The hematology meeting also showcased many firms working on therapies for sickle cell and beta-thalassemia that don’t require gene editing. Bluebird Bio, a gene therapy company, has ongoing clinical trials for both conditions using a virus to deliver a healthy copy of the hemoglobin gene into cells. Drug companies are also trying to treat sickle cell with small molecule drugs. Global Blood Therapeutics’ compound voxelotor, which increases hemoglobin’s ability to bind oxygen, is in Phase II and III clinical trials currently. And Epizyme is developing an inhibitor of an enzyme called histone methyltransferase, which could be another way to release the brakes on fetal hemoglobin production.
“Everyone is working on these diseases because we know exactly what to do, and there are multiple different ways to get to the same end,” a treatment, Orkin says. “We don’t know yet which program will be the best…But the first one that is shown to be very effective and safe, could crowd out the others.”
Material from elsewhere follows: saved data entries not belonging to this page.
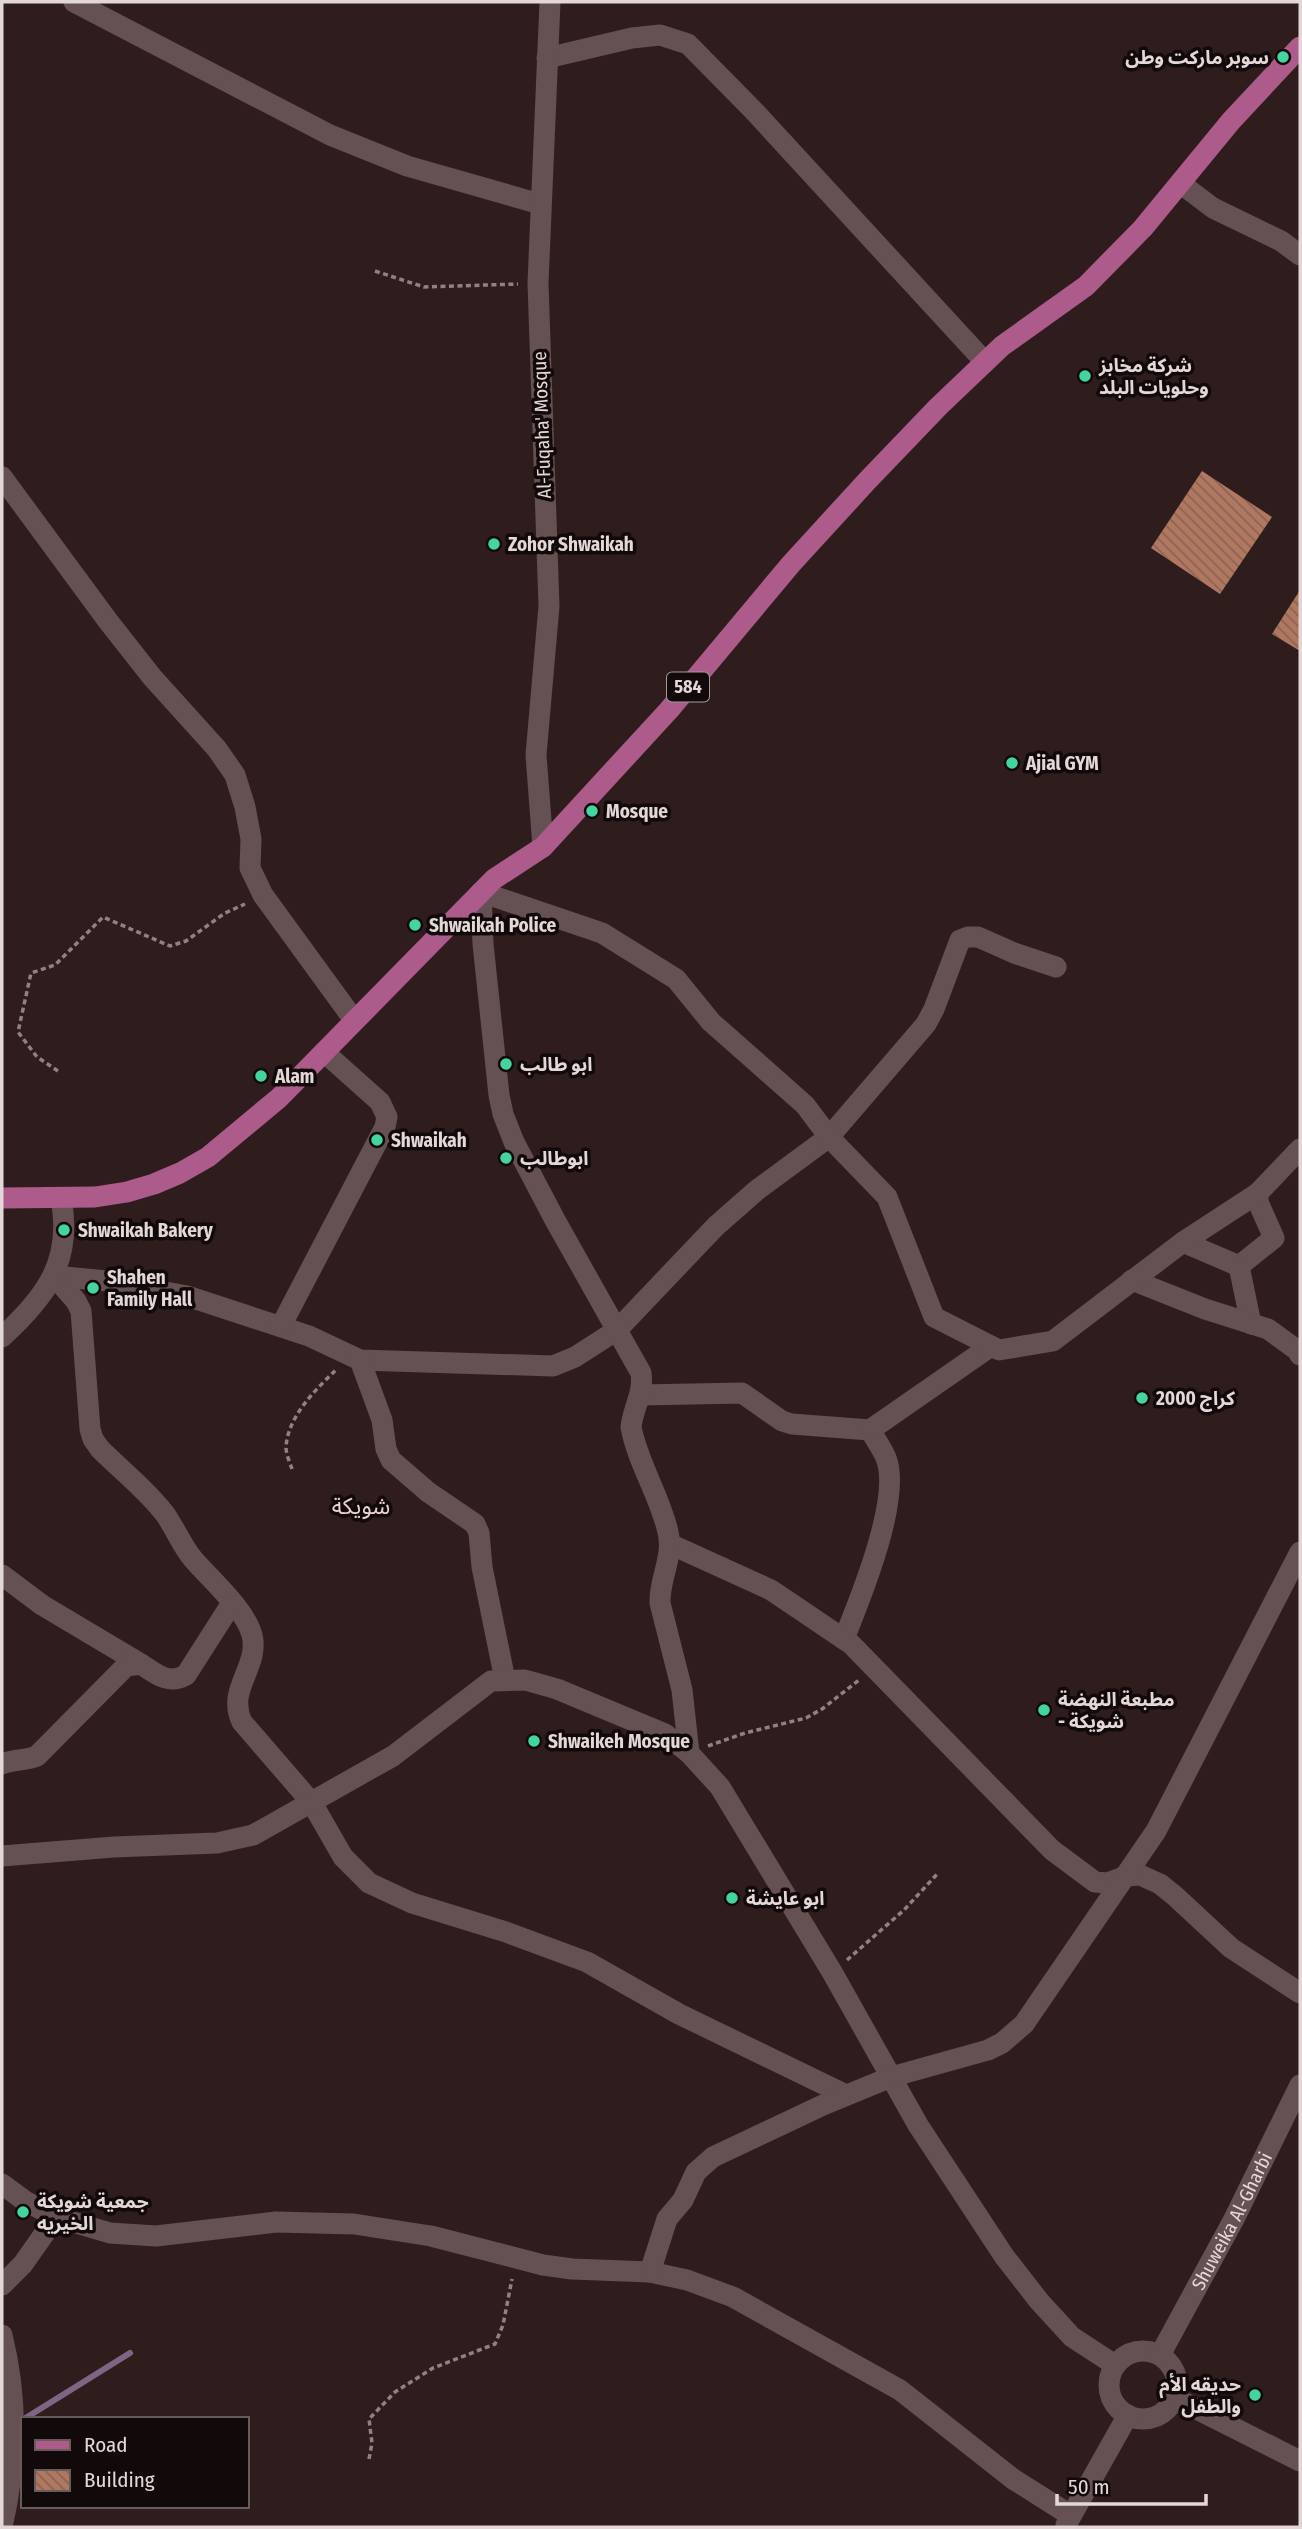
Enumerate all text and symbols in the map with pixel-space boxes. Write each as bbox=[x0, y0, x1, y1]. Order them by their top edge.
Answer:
place label: سوبر ماركت وطن bbox=[1125, 46, 1269, 69]
marker: سوبر ماركت وطن bbox=[1275, 49, 1291, 65]
street label: Al-Fuqaha' Mosque bbox=[528, 351, 556, 499]
place label: شركة مخابز وحلويات البلد bbox=[1098, 354, 1209, 399]
marker: شركة مخابز وحلويات البلد bbox=[1077, 368, 1093, 384]
place label: Zohor Shwaikah bbox=[508, 533, 634, 556]
marker: Zohor Shwaikah bbox=[486, 536, 502, 552]
road number: 584 bbox=[667, 672, 709, 702]
place label: Ajial GYM bbox=[1025, 752, 1099, 775]
marker: Ajial GYM bbox=[1004, 755, 1020, 771]
place label: Mosque bbox=[606, 800, 668, 823]
marker: Mosque bbox=[584, 803, 600, 819]
place label: Shwaikah Police bbox=[429, 914, 557, 937]
marker: Shwaikah Police bbox=[407, 917, 423, 933]
place label: ابو طالب bbox=[520, 1053, 593, 1076]
marker: ابو طالب bbox=[498, 1056, 514, 1072]
place label: Alam bbox=[274, 1065, 314, 1088]
marker: Alam bbox=[253, 1068, 269, 1084]
place label: Shwaikah bbox=[391, 1129, 467, 1152]
marker: Shwaikah bbox=[369, 1132, 385, 1148]
place label: ابوطالب bbox=[520, 1147, 589, 1170]
marker: ابوطالب bbox=[498, 1150, 514, 1166]
place label: Shwaikah Bakery bbox=[78, 1219, 214, 1242]
marker: Shwaikah Bakery bbox=[56, 1222, 72, 1238]
place label: Shahen Family Hall bbox=[107, 1266, 193, 1311]
marker: Shahen Family Hall bbox=[85, 1280, 101, 1296]
place label: كراج 2000 bbox=[1155, 1387, 1235, 1412]
marker: كراج 2000 bbox=[1134, 1390, 1150, 1406]
district label: شويكة bbox=[332, 1492, 390, 1520]
place label: مطبعة النهضة - شويكة bbox=[1058, 1688, 1174, 1733]
marker: مطبعة النهضة - شويكة bbox=[1036, 1702, 1052, 1718]
place label: Shwaikeh Mosque bbox=[548, 1730, 690, 1753]
marker: Shwaikeh Mosque bbox=[526, 1733, 542, 1749]
place label: ابو عايشة bbox=[746, 1887, 825, 1910]
marker: ابو عايشة bbox=[724, 1890, 740, 1906]
street label: Shuweika Al-Gharbi bbox=[1186, 2148, 1277, 2294]
place label: جمعية شويكة الخيريه bbox=[37, 2190, 149, 2235]
marker: جمعية شويكة الخيريه bbox=[15, 2204, 31, 2220]
place label: حديقه الأم والطفل bbox=[1159, 2372, 1241, 2418]
marker: حديقه الأم والطفل bbox=[1247, 2387, 1263, 2403]
legend bbox=[21, 2417, 248, 2508]
text: Road bbox=[84, 2432, 128, 2458]
scale bar bbox=[1057, 2462, 1206, 2506]
text: Building bbox=[84, 2467, 155, 2493]
text: 50 m bbox=[1068, 2474, 1110, 2500]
As it prepares to launch its first trial, Crispr Therapeutics has secured a contract manufacturer in Europe which will receive patient blood cells, edit them, and then ship them back to the clinical trial sites. Patients will then undergo chemotherapy or irradiation in preparation for their edited blood stem cells to be transplanted into the bone marrow, where they will hopefully produce healthier blood cells for life.